Give Me Liberty

Give Me Liberty, comédie dramatique américaine de 2019, réalisée par Kirill Mikhanovsky, avec Lauren ‘Lolo’ Spencer, Chris Galust…

Disponible en VOD depuis le 24 octobre 2019.

Synopsis : Vic, malchanceux jeune Américain d’origine russe, conduit un minibus pour personnes handicapées à Milwaukee. Alors que des manifestations éclatent dans la ville, il est déjà très en retard et sur le point d’être licencié. A contrecœur, il accepte cependant de conduire son grand-père sénile et ses vieux amis Russes à des funérailles. En chemin, Vic s’arrête dans un quartier afro-américain pour récupérer Tracy, une femme atteinte de la maladie de Lou Gehrig. C’est alors que la journée de Vic devient joyeusement incontrôlable.

Bien que son sujet soit commun à tant d’autres, c’est par son réalisme revendiqué que Give Me Liberty se distingue des feel-good movies glucosés qui hantent habituellement le cinéma indépendant US. Point d’angélisme ici, Kirill Mikhanovsky filme les laissés-pour-compte avec autant de vérité que de simplicité, puisant notamment dans son expérience personnelle l’authenticité qui fait bien souvent défaut aux fables urbaines actuelles : on est plongé au cœur de Milwaukee, cité peu glamour et rarement mise à l’honneur par le cinéma, pour entrapercevoir ce que l’on suppose être le vrai visage du peuple américain.

Give Me Liberty, Lauren ‘Lolo’ Spencer, Maxim Stoyanov et Chris Galust

L’argument initial, consistant à illustrer le melting-pot américain par un convoi de gueules cassées et de personnalités issues de l’immigration, aurait tout de l’allégorie simpliste si, justement, Kirill Mikhanovsky ne s’était pas placé dans une position de quasi-documentariste. En faisant confiance à des acteurs non professionnels et les filmant avec autant de réalisme que d’empathie, il évite l’écueil du poncif et rend ses différents portraits délicieusement vivants : cohorte brinquebalante et bigarrée, composée d’handicapés moteurs ou mentaux, de vieillards usés ou de jeunes inadaptés, la petite communauté qui prend place dans le van de Vic dégage une énergie résolument vivifiante. C’est la belle idée du film qui consiste à faire de la coalition des handicaps une vraie force collective : si Vic se disperse en tentant de conduire chaque passager à destination, il va grandir et trouver sa voie grâce aux différentes rencontres effectuées.

Mais là où réside le vrai tour de force de Mikhanovsky, c’est dans sa manière de filmer le chaos ou la cacophonie comme une irrésistible source de vie. On n’est pas loin, d’une certaine façon, du cinéma d’Emir Kusturica. Il multiple les ellipses temporelles, dope la frénésie de son récit et fait se superposer différentes pistes sonores (musique, conversations, etc.), afin de provoquer une effervescence potentiellement libératrice. C’est-ce que l’on retrouve à la fin du film lorsque les personnages se retrouvent au cœur d’une émeute urbaine, filmée dans un noir et blanc pour le moins déconcertant. D’une manière générale, c’est à travers sa mise en scène qu’il tente de véhiculer l’idée même de liberté, utilisant les plans-séquence et le montage syncopé pour nous en faire percevoir les contours.

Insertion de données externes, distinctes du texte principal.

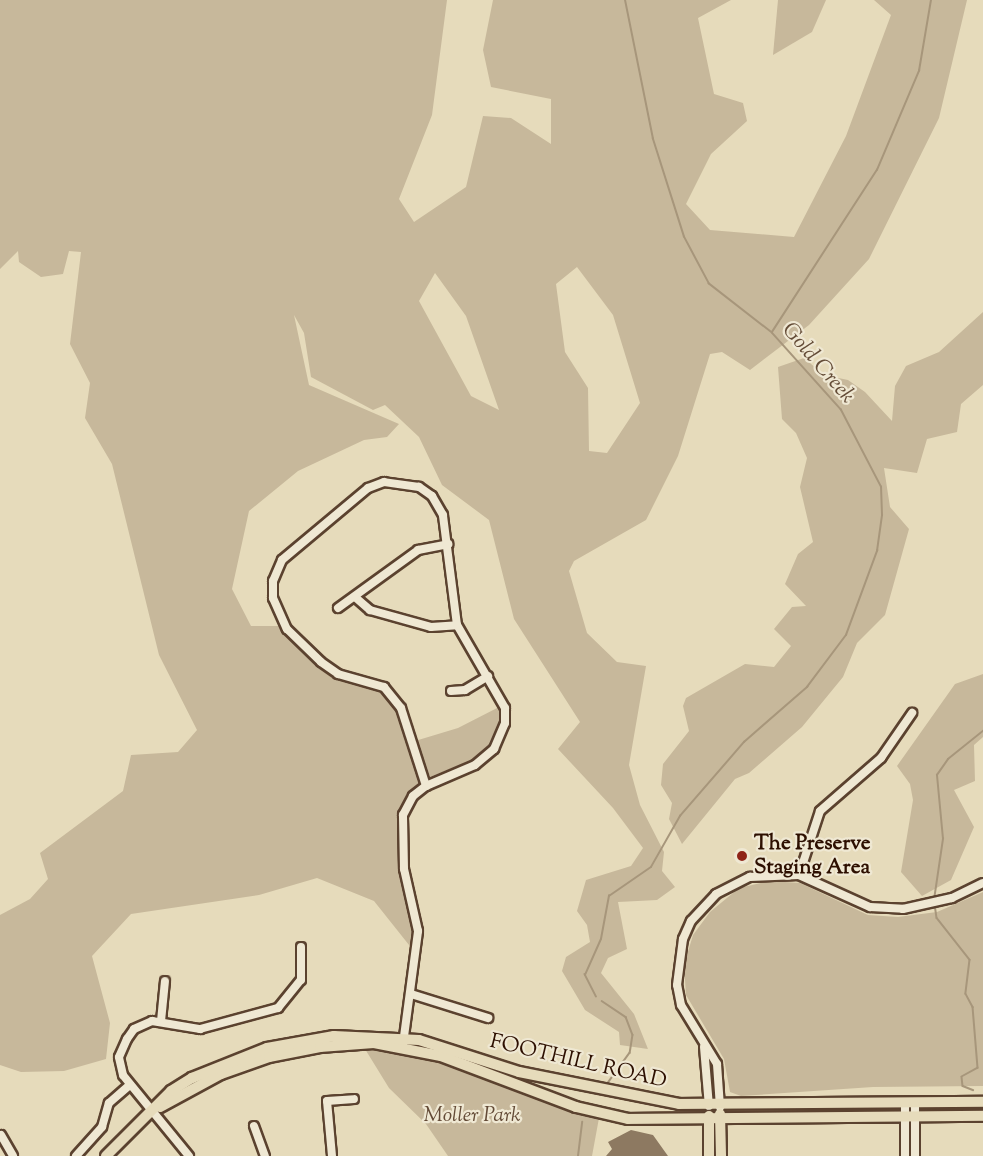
<!DOCTYPE html>
<style>
body{margin:0}
#map{position:relative;width:983px;height:1156px;overflow:hidden;background:#e6dbbb;font-family:"Sorts Mill Goudy",serif}
div>[style]{position:absolute}
[style*='--x']{left:calc(var(--x)*1px);top:calc(var(--y)*1px);width:calc(var(--w)*1px);rotate:calc(var(--a)*1deg)}
.green>*{inset:0;background:#c7b89b}
.stream>*{height:1.5px;margin:-0.75px;padding:0 0.75px;transform-origin:0.75px;border-radius:0.75px;background:#a7967b}
.building>*{inset:0;background:#8d7961}
.roads{filter:drop-shadow(2px 0 #5b422f) drop-shadow(-2px 0 #5b422f) drop-shadow(0 2px #5b422f) drop-shadow(0 -2px #5b422f)}
.minor>*{height:8px;margin:-4px;padding:0 4px;transform-origin:4px;border-radius:4px;background:#efe8d3}
.major>*{height:10px;margin:-5px;padding:0 5px;transform-origin:5px;border-radius:5px;background:#e6dbbb}
.dots>*{width:16px;height:16px;translate:-50% -50%;box-sizing:border-box;border:3px solid #efe8d3;border-radius:50%}
span{translate:-50% -50%;white-space:nowrap;text-align:center;line-height:1.15;-webkit-text-stroke:4.5px #efe8d3;paint-order:stroke}
.poi-label{font-size:21px;color:#2d0f00;font-weight:700}
.left{translate:0 -50%;text-align:left}
.street-label{font-size:21px;color:#2d0f00}
.park-label{font-size:21px;color:#634a36;font-style:italic}
.water-label{font-size:22px;color:#644c37;font-style:italic}
</style>
<div id="map">
<div class="green">
<i style="clip-path:polygon(evenodd,0 0,447px 0,432px 115px,399px 199px,414px 222px,466px 187px,483px 116px,511px 118px,551px 144px,551px 99px,491px 87px,483px 50px,493px 0,731px 0,698px 18px,714px 94px,743px 103px,747px 121px,711px 154px,686px 204px,710px 230px,794px 237px,846px 136px,891px 15px,874px 0,967px 0,939px 118px,869px 259px,809px 325px,750px 370px,722px 352px,710px 354px,678px 456px,646px 520px,574px 561px,569px 571px,587px 633px,617px 662px,646px 666px,629px 765px,640px 805px,664px 852px,662px 871px,675px 887px,657px 900px,618px 902px,627px 949px,608px 958px,601px 973px,634px 1014px,648px 1049px,620px 1045px,619px 1032px,585px 1010px,562px 971px,566px 957px,590px 942px,587px 925px,577px 911px,586px 880px,631px 866px,643px 848px,613px 808px,558px 749px,580px 722px,514px 619px,489px 520px,442px 485px,419px 437px,385px 405px,373px 410px,311px 377px,304px 333px,294px 315px,309px 385px,399px 424px,387px 437px,364px 440px,298px 471px,249px 511px,232px 589px,251px 626px,279px 626px,331px 677px,377px 690px,396px 706px,420px 783px,401px 807px,397px 823px,401px 881px,414px 922px,413px 950px,374px 901px,317px 878px,259px 895px,131px 914px,92px 956px,110px 1023px,106px 1059px,64px 1071px,21px 1072px,0 1065px,0 915px,30px 899px,48px 879px,40px 853px,123px 791px,131px 755px,178px 752px,197px 730px,159px 655px,112px 464px,85px 418px,90px 383px,70px 344px,81px 252px,69px 251px,63px 274px,41px 277px,19px 262px,18px 251px,0 269px,0 0,577px 267px,613px 315px,640px 403px,607px 453px,589px 451px,588px 388px,565px 352px,556px 284px,577px 267px,0 0,435px 273px,466px 316px,499px 410px,471px 396px,419px 301px,435px 273px)"></i>
<i style="clip-path:polygon(778px 0,826px 0,812px 32px,773px 55px)"></i>
<i style="clip-path:polygon(983px 312px,983px 385px,961px 404px,957px 432px,927px 439px,917px 473px,884px 468px,890px 507px,909px 529px,885px 615px,857px 643px,843px 677px,802px 727px,749px 773px,735px 779px,682px 844px,669px 819px,672px 803px,661px 785px,663px 764px,689px 731px,683px 706px,686px 698px,745px 664px,774px 667px,791px 646px,774px 629px,792px 607px,806px 606px,785px 584px,798px 554px,813px 542px,800px 487px,807px 458px,796px 433px,782px 419px,778px 367px,804px 358px,824px 375px,848px 380px,865px 392px,892px 421px,895px 386px,906px 366px,939px 352px)"></i>
<i style="clip-path:polygon(983px 674px,983px 737px,974px 745px,975px 781px,954px 790px,974px 827px,951px 880px,922px 896px,901px 872px,913px 800px,910px 784px,897px 766px,955px 684px)"></i>
<i style="clip-path:polygon(501px 706px,501px 725px,490px 748px,477px 758px,430px 777px,415px 741px,458px 728px)"></i>
<i style="clip-path:polygon(770px 881px,800px 883px,868px 915px,898px 917px,937px 912px,983px 892px,983px 1086px,873px 1087px,741px 1096px,730px 1092px,724px 1059px,686px 995px,684px 965px,693px 935px,710px 912px,739px 888px)"></i>
<i style="clip-path:polygon(365px 1049px,414px 1054px,599px 1118px,592px 1156px,448px 1156px,426px 1124px,389px 1088px)"></i>
</div>
<div class="stream">
<i style="--x:772;--y:332;--w:193;--a:-57.1"></i>
<i style="--x:877;--y:170;--w:108;--a:-67"></i>
<i style="--x:919;--y:71;--w:72;--a:-80.4"></i>
<i style="--x:934;--y:900;--w:62;--a:-81.6"></i>
<i style="--x:943;--y:839;--w:64;--a:-95.4"></i>
<i style="--x:937;--y:775;--w:19;--a:-55"></i>
<i style="--x:948;--y:759;--w:45;--a:-38.7"></i>
<i style="--x:935;--y:904;--w:14;--a:82"></i>
<i style="--x:937;--y:918;--w:53;--a:51.8"></i>
<i style="--x:970;--y:960;--w:34;--a:97"></i>
<i style="--x:966;--y:994;--w:15;--a:62"></i>
<i style="--x:973;--y:1007;--w:61;--a:85.3"></i>
<i style="--x:978;--y:1068;--w:18;--a:151"></i>
<i style="--x:962;--y:1077;--w:9;--a:84"></i>
<i style="--x:963;--y:1086;--w:11;--a:22"></i>
<i style="--x:596;--y:997;--w:25;--a:-117"></i>
<i style="--x:585;--y:975;--w:39;--a:-66"></i>
<i style="--x:601;--y:939;--w:44;--a:-79.5"></i>
<i style="--x:609;--y:896;--w:51;--a:-34.6"></i>
<i style="--x:651;--y:867;--w:59;--a:-60.4"></i>
<i style="--x:680;--y:816;--w:98;--a:-49.1"></i>
<i style="--x:744;--y:742;--w:84;--a:-41.1"></i>
<i style="--x:807;--y:687;--w:65;--a:-53.1"></i>
<i style="--x:846;--y:635;--w:90;--a:-69.7"></i>
<i style="--x:877;--y:551;--w:36;--a:-82"></i>
<i style="--x:882;--y:515;--w:28;--a:-92"></i>
<i style="--x:881;--y:487;--w:87;--a:-117.5"></i>
<i style="--x:841;--y:410;--w:103;--a:-131.9"></i>
<i style="--x:772;--y:333;--w:80;--a:-142.1"></i>
<i style="--x:709;--y:284;--w:53;--a:-118"></i>
<i style="--x:684;--y:237;--w:103;--a:-107.6"></i>
<i style="--x:653;--y:139;--w:142;--a:-101.4"></i>
<i style="--x:602;--y:1001;--w:29;--a:34"></i>
<i style="--x:626;--y:1017;--w:19;--a:69"></i>
<i style="--x:633;--y:1035;--w:18;--a:99"></i>
<i style="--x:630;--y:1053;--w:39;--a:126"></i>
<i style="--x:578;--y:1156;--w:34;--a:-83"></i>
</div>
<div class="building">
<i style="clip-path:polygon(631px 1130px,653px 1135px,668px 1156px,606px 1156px,612px 1149px,608px 1142px)"></i>
</div>
<div class="roads">
<div class="minor">
<i style="--x:355;--y:597;--w:20;--a:41"></i>
<i style="--x:370;--y:610;--w:63;--a:15.6"></i>
<i style="--x:431;--y:627;--w:26;--a:-4"></i>
<i style="--x:338;--y:608;--w:99;--a:-35.9"></i>
<i style="--x:418;--y:550;--w:31;--a:-11"></i>
<i style="--x:451;--y:691;--w:14;--a:-4"></i>
<i style="--x:465;--y:690;--w:27;--a:-31"></i>
<i style="--x:799;--y:875;--w:67;--a:-71.8"></i>
<i style="--x:820;--y:811;--w:81;--a:-41"></i>
<i style="--x:881;--y:758;--w:55;--a:-55.4"></i>
<i style="--x:411;--y:994;--w:81;--a:17.3"></i>
<i style="--x:161;--y:1021;--w:40;--a:-84.3"></i>
<i style="--x:403;--y:1044;--w:114;--a:-82.4"></i>
<i style="--x:418;--y:931;--w:64;--a:-102.7"></i>
<i style="--x:404;--y:869;--w:54;--a:-91.1"></i>
<i style="--x:403;--y:815;--w:21;--a:-62"></i>
<i style="--x:413;--y:796;--w:16;--a:-38"></i>
<i style="--x:426;--y:786;--w:53;--a:-23.2"></i>
<i style="--x:475;--y:765;--w:25;--a:-40"></i>
<i style="--x:494;--y:749;--w:28;--a:-67"></i>
<i style="--x:505;--y:723;--w:15;--a:-90"></i>
<i style="--x:505;--y:708;--w:96;--a:-120"></i>
<i style="--x:457;--y:625;--w:111;--a:-97.3"></i>
<i style="--x:443;--y:515;--w:22;--a:-120"></i>
<i style="--x:432;--y:496;--w:16;--a:-145"></i>
<i style="--x:419;--y:487;--w:35;--a:-172"></i>
<i style="--x:384;--y:482;--w:17;--a:159"></i>
<i style="--x:368;--y:488;--w:112;--a:140.1"></i>
<i style="--x:282;--y:560;--w:23;--a:113"></i>
<i style="--x:273;--y:581;--w:17;--a:90"></i>
<i style="--x:273;--y:598;--w:34;--a:66"></i>
<i style="--x:287;--y:629;--w:47;--a:44.1"></i>
<i style="--x:321;--y:662;--w:21;--a:35"></i>
<i style="--x:338;--y:674;--w:48;--a:15.8"></i>
<i style="--x:384;--y:687;--w:27;--a:51"></i>
<i style="--x:401;--y:708;--w:82;--a:72.2"></i>
<i style="--x:704;--y:1047;--w:59;--a:85.2"></i>
<i style="--x:905;--y:1102;--w:54;--a:90"></i>
<i style="--x:915;--y:1103;--w:53;--a:90"></i>
<i style="--x:720;--y:1107;--w:43;--a:-94"></i>
<i style="--x:717;--y:1064;--w:69;--a:-121.4"></i>
<i style="--x:681;--y:1005;--w:20;--a:-101"></i>
<i style="--x:677;--y:985;--w:46;--a:-82.6"></i>
<i style="--x:683;--y:939;--w:20;--a:-66"></i>
<i style="--x:691;--y:921;--w:37;--a:-47"></i>
<i style="--x:716;--y:894;--w:38;--a:-27"></i>
<i style="--x:750;--y:877;--w:49;--a:-2.3"></i>
<i style="--x:799;--y:875;--w:78;--a:24.3"></i>
<i style="--x:870;--y:907;--w:33;--a:3"></i>
<i style="--x:903;--y:909;--w:50;--a:-12.7"></i>
<i style="--x:952;--y:898;--w:34;--a:-26"></i>
<i style="--x:254;--y:1126;--w:32;--a:70"></i>
<i style="--x:1;--y:1135;--w:24;--a:60"></i>
<i style="--x:76;--y:1156;--w:39;--a:-48"></i>
<i style="--x:102;--y:1127;--w:25;--a:-74"></i>
<i style="--x:109;--y:1103;--w:28;--a:-41"></i>
<i style="--x:189;--y:1156;--w:104;--a:-129.2"></i>
<i style="--x:123;--y:1075;--w:18;--a:-103"></i>
<i style="--x:119;--y:1057;--w:20;--a:-66"></i>
<i style="--x:127;--y:1039;--w:12;--a:-55"></i>
<i style="--x:134;--y:1029;--w:20;--a:-24"></i>
<i style="--x:152;--y:1021;--w:49;--a:9.5"></i>
<i style="--x:200;--y:1029;--w:81;--a:-15.1"></i>
<i style="--x:278;--y:1008;--w:36;--a:-51"></i>
<i style="--x:301;--y:980;--w:33;--a:-90"></i>
<i style="--x:332;--y:1156;--w:55;--a:-95.2"></i>
<i style="--x:327;--y:1101;--w:27;--a:-4"></i>
</div>
<div class="major">
<i style="--x:160;--y:1107;--w:69;--a:-28.4"></i>
<i style="--x:221;--y:1074;--w:51;--a:-19.5"></i>
<i style="--x:269;--y:1057;--w:52;--a:-11.1"></i>
<i style="--x:320;--y:1047;--w:54;--a:-4.2"></i>
<i style="--x:374;--y:1043;--w:68;--a:11"></i>
<i style="--x:441;--y:1056;--w:144;--a:20.7"></i>
<i style="--x:576;--y:1107;--w:53;--a:13"></i>
<i style="--x:628;--y:1119;--w:355;--a:-0.5"></i>
<i style="--x:720;--y:1114;--w:42;--a:88.6"></i>
<i style="--x:709;--y:1116;--w:40;--a:90"></i>
<i style="--x:106;--y:1156;--w:92;--a:-45"></i>
<i style="--x:171;--y:1091;--w:25;--a:-32"></i>
<i style="--x:192;--y:1078;--w:81;--a:-21.8"></i>
<i style="--x:267;--y:1048;--w:68;--a:-10.2"></i>
<i style="--x:334;--y:1036;--w:85;--a:2.7"></i>
<i style="--x:419;--y:1040;--w:105;--a:17.7"></i>
<i style="--x:519;--y:1072;--w:163;--a:11.3"></i>
<i style="--x:679;--y:1104;--w:304;--a:-0.4"></i>
</div>
</div>
<div class="dots">
<i style="left:742px;top:856px;background:#8f2418"></i>
</div>
<div class="poi-label">
<span class="left" style="left:754px;top:856px">The Preserve<br>Staging Area</span>
</div>
<div class="street-label">
<span style="left:578px;top:1062px;rotate:13deg">FOOTHILL ROAD</span>
</div>
<div class="park-label">
<span style="left:472px;top:1116px">Moller Park</span>
</div>
<div class="water-label">
<span style="left:817px;top:364px;rotate:49deg">Gold Creek</span>
</div>
</div>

Un procédé certes intéressant mais qui va rapidement s’essouffler, notamment lorsque la gravité va éclipser la légèreté qui prédominait jusqu’alors. Un essoufflement qui semble progressivement gagner l’entièreté du film, tant Mikhanovsky peine à concrétiser ses bonnes dispositions initiales. On regrettera notamment qu’il ne puisse donner une vraie consistance à sa romance, ou qu’il délaisse aussi rapidement la question de l’ubérisation des emplois.

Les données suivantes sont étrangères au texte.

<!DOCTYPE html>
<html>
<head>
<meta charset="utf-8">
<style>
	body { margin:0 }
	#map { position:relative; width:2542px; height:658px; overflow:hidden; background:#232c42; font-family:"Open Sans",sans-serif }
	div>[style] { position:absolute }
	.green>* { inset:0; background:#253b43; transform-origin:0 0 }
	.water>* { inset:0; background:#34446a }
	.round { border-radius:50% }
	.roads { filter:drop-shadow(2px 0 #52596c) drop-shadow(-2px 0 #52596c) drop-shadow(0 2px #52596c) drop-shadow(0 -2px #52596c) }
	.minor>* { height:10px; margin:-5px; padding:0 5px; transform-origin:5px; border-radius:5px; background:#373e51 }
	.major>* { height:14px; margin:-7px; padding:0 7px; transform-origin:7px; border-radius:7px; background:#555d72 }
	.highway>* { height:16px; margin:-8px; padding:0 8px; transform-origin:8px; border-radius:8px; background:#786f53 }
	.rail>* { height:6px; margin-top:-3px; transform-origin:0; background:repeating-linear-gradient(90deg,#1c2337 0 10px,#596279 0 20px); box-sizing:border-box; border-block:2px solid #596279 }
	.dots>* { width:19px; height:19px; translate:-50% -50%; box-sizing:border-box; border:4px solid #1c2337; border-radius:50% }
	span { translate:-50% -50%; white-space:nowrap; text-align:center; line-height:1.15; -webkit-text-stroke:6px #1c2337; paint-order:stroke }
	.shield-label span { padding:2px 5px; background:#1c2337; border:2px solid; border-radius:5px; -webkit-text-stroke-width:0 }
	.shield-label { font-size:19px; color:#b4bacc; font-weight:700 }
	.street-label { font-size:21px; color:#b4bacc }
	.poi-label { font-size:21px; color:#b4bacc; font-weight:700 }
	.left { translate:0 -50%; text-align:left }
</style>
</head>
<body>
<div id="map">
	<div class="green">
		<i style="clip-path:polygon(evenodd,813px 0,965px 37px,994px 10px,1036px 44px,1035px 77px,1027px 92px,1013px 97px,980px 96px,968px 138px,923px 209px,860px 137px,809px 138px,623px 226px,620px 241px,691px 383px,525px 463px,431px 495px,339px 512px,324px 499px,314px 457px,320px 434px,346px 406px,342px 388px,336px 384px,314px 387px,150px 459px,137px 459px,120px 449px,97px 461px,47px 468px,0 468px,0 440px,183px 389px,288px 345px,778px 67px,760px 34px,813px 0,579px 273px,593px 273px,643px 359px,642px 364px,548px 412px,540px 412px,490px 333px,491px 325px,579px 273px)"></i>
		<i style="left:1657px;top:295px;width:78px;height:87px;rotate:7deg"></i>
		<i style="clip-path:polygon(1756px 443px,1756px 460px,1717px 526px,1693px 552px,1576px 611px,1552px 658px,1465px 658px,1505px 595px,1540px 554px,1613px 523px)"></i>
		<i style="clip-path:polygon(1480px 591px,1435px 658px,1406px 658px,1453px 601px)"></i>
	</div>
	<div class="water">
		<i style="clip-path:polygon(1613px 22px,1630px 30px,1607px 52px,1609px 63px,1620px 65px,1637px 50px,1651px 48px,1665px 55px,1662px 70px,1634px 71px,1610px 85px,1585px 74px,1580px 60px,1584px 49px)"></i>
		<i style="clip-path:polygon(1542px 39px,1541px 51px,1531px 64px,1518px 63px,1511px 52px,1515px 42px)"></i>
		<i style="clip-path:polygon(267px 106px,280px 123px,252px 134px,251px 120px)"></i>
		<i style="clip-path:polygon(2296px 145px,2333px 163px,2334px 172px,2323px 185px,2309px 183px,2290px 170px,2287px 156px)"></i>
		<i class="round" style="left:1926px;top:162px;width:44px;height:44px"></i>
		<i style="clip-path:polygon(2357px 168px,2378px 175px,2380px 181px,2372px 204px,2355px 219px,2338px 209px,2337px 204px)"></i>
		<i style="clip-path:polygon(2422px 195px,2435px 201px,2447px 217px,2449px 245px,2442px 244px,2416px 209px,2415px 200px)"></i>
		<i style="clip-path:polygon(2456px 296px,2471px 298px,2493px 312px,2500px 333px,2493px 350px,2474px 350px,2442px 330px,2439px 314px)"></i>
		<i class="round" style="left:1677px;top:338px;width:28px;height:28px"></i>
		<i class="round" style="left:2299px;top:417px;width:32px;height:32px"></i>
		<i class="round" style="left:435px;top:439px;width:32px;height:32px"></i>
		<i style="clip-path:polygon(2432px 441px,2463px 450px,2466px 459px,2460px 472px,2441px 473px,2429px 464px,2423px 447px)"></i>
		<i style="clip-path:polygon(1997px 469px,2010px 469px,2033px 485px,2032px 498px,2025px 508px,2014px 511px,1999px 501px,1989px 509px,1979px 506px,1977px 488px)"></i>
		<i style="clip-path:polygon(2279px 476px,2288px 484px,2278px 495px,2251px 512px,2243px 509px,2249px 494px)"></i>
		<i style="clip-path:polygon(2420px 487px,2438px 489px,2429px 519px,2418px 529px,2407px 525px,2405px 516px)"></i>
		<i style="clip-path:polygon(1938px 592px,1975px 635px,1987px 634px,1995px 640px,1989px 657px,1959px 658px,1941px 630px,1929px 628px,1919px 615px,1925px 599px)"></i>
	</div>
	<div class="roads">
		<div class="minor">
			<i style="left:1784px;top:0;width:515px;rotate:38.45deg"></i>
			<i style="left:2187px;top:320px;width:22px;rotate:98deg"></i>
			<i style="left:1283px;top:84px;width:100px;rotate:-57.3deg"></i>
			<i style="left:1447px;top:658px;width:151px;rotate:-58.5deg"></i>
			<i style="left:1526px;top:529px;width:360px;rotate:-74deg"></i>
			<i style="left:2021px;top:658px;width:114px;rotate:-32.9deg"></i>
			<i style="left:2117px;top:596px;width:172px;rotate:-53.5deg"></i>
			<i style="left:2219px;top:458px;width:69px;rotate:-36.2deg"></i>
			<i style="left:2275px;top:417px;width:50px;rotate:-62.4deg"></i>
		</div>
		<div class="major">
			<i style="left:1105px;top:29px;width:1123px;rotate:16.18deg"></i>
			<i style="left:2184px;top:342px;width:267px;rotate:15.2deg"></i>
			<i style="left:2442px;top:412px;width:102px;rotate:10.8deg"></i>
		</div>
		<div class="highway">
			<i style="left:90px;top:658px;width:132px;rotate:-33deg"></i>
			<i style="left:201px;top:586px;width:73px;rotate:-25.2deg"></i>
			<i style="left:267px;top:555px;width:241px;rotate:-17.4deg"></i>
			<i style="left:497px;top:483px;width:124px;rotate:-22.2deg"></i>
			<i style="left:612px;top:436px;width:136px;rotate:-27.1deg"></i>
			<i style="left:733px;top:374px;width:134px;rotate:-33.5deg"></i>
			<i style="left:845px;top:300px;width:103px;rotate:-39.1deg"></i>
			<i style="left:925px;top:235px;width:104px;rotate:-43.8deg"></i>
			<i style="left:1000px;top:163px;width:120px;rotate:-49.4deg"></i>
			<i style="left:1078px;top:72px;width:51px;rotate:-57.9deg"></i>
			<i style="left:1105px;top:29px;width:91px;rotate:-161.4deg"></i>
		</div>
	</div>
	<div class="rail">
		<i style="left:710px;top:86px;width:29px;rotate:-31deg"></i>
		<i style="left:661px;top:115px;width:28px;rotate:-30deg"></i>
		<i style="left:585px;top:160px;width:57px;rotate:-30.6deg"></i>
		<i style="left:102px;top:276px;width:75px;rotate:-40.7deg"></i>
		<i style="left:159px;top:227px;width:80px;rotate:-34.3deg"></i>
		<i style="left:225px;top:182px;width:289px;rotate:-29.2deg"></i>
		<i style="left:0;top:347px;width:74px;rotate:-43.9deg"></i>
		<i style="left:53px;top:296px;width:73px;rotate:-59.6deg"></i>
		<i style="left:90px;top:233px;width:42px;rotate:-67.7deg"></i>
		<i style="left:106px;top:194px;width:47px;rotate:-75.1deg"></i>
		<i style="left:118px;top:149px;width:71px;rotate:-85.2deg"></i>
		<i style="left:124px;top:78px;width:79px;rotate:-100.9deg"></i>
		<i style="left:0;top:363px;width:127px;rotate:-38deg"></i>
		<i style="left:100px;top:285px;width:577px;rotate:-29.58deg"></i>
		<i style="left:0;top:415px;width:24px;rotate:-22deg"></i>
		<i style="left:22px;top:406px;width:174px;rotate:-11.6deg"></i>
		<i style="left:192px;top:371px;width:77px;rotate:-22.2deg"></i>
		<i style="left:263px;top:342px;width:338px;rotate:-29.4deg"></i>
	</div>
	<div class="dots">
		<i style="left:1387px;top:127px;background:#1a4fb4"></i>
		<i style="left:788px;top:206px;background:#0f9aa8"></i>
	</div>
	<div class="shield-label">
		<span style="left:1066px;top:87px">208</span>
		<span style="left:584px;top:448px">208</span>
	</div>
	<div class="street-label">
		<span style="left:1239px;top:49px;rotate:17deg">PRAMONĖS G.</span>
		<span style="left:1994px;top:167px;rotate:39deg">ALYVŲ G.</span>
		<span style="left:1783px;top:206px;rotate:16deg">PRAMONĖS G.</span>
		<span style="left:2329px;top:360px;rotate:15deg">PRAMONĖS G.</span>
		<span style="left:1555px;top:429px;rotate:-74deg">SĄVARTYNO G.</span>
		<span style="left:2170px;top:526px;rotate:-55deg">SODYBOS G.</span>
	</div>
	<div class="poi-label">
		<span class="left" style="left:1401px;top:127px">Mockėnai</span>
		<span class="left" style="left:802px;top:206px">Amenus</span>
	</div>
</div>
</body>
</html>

Give Me Liberty, Chris Galust et Lauren ‘Lolo’ Spencer

Film inégal et parfois malhabile, Give Me Liberty mérite notre attention pour le regard qu’il porte sur le handicap et le vivre ensemble, pour cette pulsion de vie qu’il nous permet d’entrapercevoir.


Note

6.5/10

Présenté lors du dernier festival de Cannes, digne représentant du cinéma indépendant US, Give Me Liberty revisite joliment le feel-good movie en sachant être à la fois réaliste et empathique à l’égard des laissés-pour-compte. Un film certes inégal mais qui reste à voir pour la douce folie qu’il engendre. À découvrir dès maintenant en VOD.